As for the long term average question - I recall a piece of work from the IMF (http://www.imf.org/external/pubs/ft/wp/2010/wp10245.pdf) collating gross debt to GDP numbers for various countries (including the UK since 1800). I seem to recall that the UK historical average is 110%. So for net debt, call it 100% :)
Rupert - Two things. First, with all due respect to R&R, I'm not sure how meaningful % increases in debt are. Does that mean a country with zero debt before a crisis sees no increase in debt? Second, I like to think we at least run monetary/banking policy a bit better during a crisis than we did in the past.Delete
Hi Simon - thanks very much for the reply. You make two very interesting points, although I'd like to follow up on just the first one.Delete
On the question at the end of the first para - "what sort of shocks these plans might accomodate". It might be useful to view it as a reverse stress test where one asks - what is the minimum size of shocks, given the ZLB episode timings you have that would lead to the successive peaks in your debt path increasing? And then how plausible might these shocks be?

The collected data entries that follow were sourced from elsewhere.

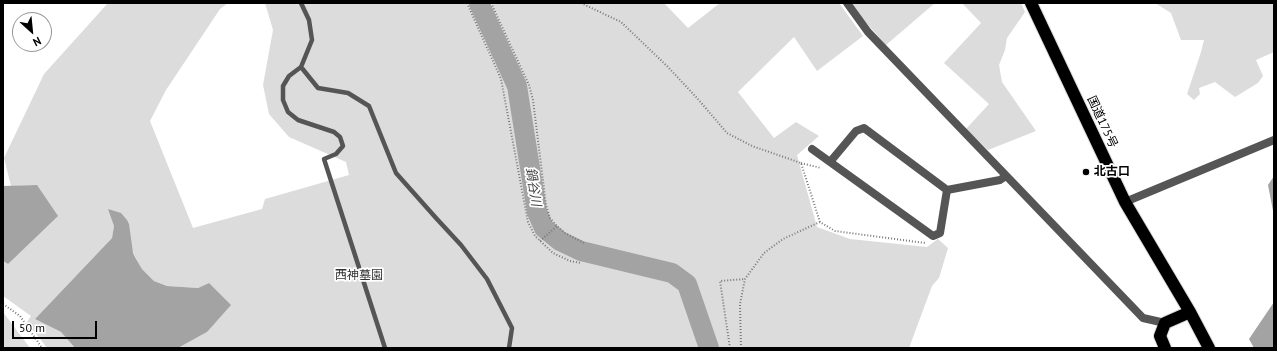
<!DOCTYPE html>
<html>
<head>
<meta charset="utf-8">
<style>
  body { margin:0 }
  #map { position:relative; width:1277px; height:351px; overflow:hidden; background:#fff; font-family:"PT Sans",sans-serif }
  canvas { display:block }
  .frame { position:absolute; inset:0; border:4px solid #000; pointer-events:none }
  .north { position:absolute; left:12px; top:12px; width:40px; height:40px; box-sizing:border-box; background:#fff; border:1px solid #999; border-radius:50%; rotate:153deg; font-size:11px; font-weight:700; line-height:16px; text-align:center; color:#000 }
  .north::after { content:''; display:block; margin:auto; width:14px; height:18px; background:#000; clip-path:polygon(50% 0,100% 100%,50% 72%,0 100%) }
  .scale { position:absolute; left:12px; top:321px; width:85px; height:18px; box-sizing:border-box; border:2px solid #000; border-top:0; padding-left:5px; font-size:12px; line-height:14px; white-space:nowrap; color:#000; -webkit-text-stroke:3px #fff; paint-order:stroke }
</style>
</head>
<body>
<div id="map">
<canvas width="1277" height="351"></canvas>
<div class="frame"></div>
<div class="north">N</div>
<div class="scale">50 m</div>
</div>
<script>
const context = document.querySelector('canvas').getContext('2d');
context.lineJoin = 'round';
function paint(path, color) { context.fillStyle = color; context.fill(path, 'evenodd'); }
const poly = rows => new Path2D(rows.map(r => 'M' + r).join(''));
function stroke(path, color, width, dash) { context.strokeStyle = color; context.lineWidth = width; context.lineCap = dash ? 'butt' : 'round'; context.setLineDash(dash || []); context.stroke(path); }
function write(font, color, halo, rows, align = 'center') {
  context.font = font + ' "PT Sans","Noto Sans JP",sans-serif'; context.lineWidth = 3.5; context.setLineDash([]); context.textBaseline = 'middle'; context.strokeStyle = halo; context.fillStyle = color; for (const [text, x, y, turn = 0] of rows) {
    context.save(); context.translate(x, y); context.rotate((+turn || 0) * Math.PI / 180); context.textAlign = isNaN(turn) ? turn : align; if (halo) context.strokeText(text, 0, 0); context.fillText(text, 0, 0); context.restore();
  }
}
paint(poly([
  [108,3,228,3,220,9,166,90,150,121,193,228,262,209,265,199,349,175,346,162,289,137,269,114,263,85,273,30,265,3,664,3,688,28,720,3,839,3,863,36,817,71,794,37,738,92,774,138,796,122,819,136,797,155,817,227,850,239,927,247,938,239,948,248,939,278,932,286,909,348,178,348,207,332,209,283,198,288,167,286,154,281,142,269,109,209,114,226,112,238,35,319,61,332,75,348,47,348,27,322,31,316,3,296,3,261,8,264,37,185,11,186,4,158,44,74],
  [850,3,935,3,886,45,852,7],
  [962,3,1021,3,1025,12,1007,38,1005,50,999,65,1002,82,1036,131,988,150,966,129,989,104,944,63,981,23],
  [1155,3,1273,3,1274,52,1256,60,1263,76,1258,83,1235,97,1215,82,1199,88,1200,94,1194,100,1187,94,1201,52,1204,40,1181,40,1171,13],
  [3,312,30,348,3,348]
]), '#dcdcdc');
paint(poly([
  [1274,176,1274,216,1268,185],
  [37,185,58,216,8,264,3,261,3,186],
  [108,209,121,213,127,220,129,224,133,253,135,257,142,269,154,281,167,286,198,288,209,283,231,305,207,332,178,348,75,348,61,332,35,319,112,238,114,226],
  [1274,302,1274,348,1254,348,1249,339]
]), '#a3a3a3');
stroke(poly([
  [479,3,517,86,537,212,544,228,560,241,581,251,672,273,687,284,709,348]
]), '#a3a3a3', 20);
const highway = poly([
  [1031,3,1125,202,1190,312,1209,348],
  [1165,348,1160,336,1165,323,1190,312]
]);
stroke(highway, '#dbdbdb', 14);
stroke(poly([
  [467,3,501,79,528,222,535,236,553,253,570,261,581,263],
  [491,3,529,85,533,100,546,205,550,218,557,226,565,233,584,243],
  [581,3,621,22,667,66,697,98,727,133,752,146,801,163,820,222,835,231,925,243],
  [801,163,821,168],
  [540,241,557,226],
  [3,304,20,316,42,348],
  [730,348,720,281,745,279],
  [741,348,740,304,745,279,764,253,783,239,820,222]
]), '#777', 2, [1, 2]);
stroke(poly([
  [301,3,309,20,312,40,301,67,318,88,348,93,369,106,396,173,436,218,461,245,487,279,512,328,509,348],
  [301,67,289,76,283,86,283,100,288,112,298,120,334,132,340,137,343,146,336,154,324,159,385,348]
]), '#555', 4.5);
stroke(poly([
  [847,3,868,32,1143,318,1165,323],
  [812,149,933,236,940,233,947,190,1000,180,1006,176],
  [830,162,856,131,864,128,947,190],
  [1125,202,1274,140]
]), '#555', 8);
stroke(highway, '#000', 12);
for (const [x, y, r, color] of [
  [1086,172,4,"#000"]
]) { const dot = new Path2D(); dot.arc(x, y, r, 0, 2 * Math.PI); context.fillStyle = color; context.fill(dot); stroke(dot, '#fff', 1.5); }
write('12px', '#000', '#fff', [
  ["国道175号",1102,122,65]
]);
write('bold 12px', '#000', '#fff', [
  ["北古口",1094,172]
], 'left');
write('12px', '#333', '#fff', [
  ["西神墓園",359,276]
]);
write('italic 13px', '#444', '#fff', [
  ["鍋谷川",533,187,81]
]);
</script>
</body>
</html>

RR's % increases in gross debt (plus some assumptions around NGDP growth and asset growth) seem like a reasonable rough starting point to assess the plausibility question. You are of course correct that it is absurd to expect a country with zero debt to see no increase following a financial crisis by construction. But only Libya has zero debt according to the IMF. So I'm not sure that the legitimate point you raise is an issue in a practical sense for advanced economies (although I am open to being convinced otherwise). Incidentally, from 2007-2010, the UK followed the RR increases pretty well, although given nominal growth, debt/GDP went up by 80%, less than the 87% increase in gross debt. I appreciate this is a fluke, but as a rough initial guide on plausibility, such historical comparison might still be useful for your exercise?